Open, Seminar—Spring

What is “Jewish” about American Jewish history? Does a single “American Jewish history” even exist? What does “Jewishness” mean, and does it differ from “Judaism”? How do we reconcile history and memory? This course invites us to think critically about American Jewish history beginning in the colonial period when Jews first settled on American shores, thereafter, and continuing into the present. These questions will allow us to explore how Jews developed a diverse and fluid array of social, cultural, political, and religious practices as they encountered new social structures, ideologies, and cultures throughout what became the United States. Our discussions will center Jewish communal formation and evolution in response to the changing conditions of the United States over time, as we trace how these innovations contributed to the diversity of Jewishnesses that we recognize today. We will examine Jewish immigration to the United States, a complex and multifaceted process that encompasses immigrants’ decisions to leave their homes, journey across land and sea, arrive in a new country, build new lives, and grapple with the question of naturalization and negotiating multiple types of borders throughout.

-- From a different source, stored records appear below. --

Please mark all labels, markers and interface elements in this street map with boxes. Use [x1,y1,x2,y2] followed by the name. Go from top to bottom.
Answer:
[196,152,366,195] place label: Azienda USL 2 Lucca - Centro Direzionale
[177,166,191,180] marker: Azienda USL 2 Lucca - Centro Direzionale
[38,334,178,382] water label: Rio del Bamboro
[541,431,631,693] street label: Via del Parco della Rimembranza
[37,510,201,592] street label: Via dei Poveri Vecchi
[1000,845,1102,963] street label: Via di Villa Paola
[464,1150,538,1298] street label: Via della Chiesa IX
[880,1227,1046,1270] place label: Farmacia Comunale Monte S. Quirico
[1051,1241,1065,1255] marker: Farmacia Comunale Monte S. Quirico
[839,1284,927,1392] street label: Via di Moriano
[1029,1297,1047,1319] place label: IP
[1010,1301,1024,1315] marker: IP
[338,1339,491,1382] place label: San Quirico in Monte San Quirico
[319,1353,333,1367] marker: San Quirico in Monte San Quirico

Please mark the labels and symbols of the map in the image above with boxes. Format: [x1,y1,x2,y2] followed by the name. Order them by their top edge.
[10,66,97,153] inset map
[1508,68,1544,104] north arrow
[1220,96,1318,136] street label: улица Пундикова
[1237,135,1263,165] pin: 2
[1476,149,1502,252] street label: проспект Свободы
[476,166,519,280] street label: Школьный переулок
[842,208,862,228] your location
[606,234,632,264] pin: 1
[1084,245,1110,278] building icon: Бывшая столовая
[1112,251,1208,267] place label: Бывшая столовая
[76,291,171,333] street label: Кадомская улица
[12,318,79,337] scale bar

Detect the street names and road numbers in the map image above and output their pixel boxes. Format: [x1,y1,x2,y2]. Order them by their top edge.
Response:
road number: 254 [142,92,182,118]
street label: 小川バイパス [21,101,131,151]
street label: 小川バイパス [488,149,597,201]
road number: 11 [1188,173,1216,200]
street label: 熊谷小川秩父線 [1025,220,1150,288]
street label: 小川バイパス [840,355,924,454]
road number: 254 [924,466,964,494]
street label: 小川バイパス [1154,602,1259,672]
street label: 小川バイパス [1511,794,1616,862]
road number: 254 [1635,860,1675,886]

Additionally, we will consider how gender, race, ethnicity, class, religion, and disability shaped American Jews’ self-understandings, relationships to the places where they settled, and interactions with the people and governmental institutions that they encountered along the way. In our classroom community, we will deepen our conceptions of American Jewish history by analyzing texts featuring both storied figures and marginalized voices, as we learn to apply different theoretical approaches and examine how historical narratives evolved and coalesced. Students will analyze primary sources, write creative pieces unpacking historical events, and produce a research paper on a topic of their choice. The readings chosen for this course are not meant to be exhaustive but, rather, to strengthen students’ understanding of American Jewish history, provide a range of theoretical approaches to enhance their analytical toolboxes, and illuminate the construction and perpetuation—and, when relevant, associated agendas—of American Jewish historical narratives.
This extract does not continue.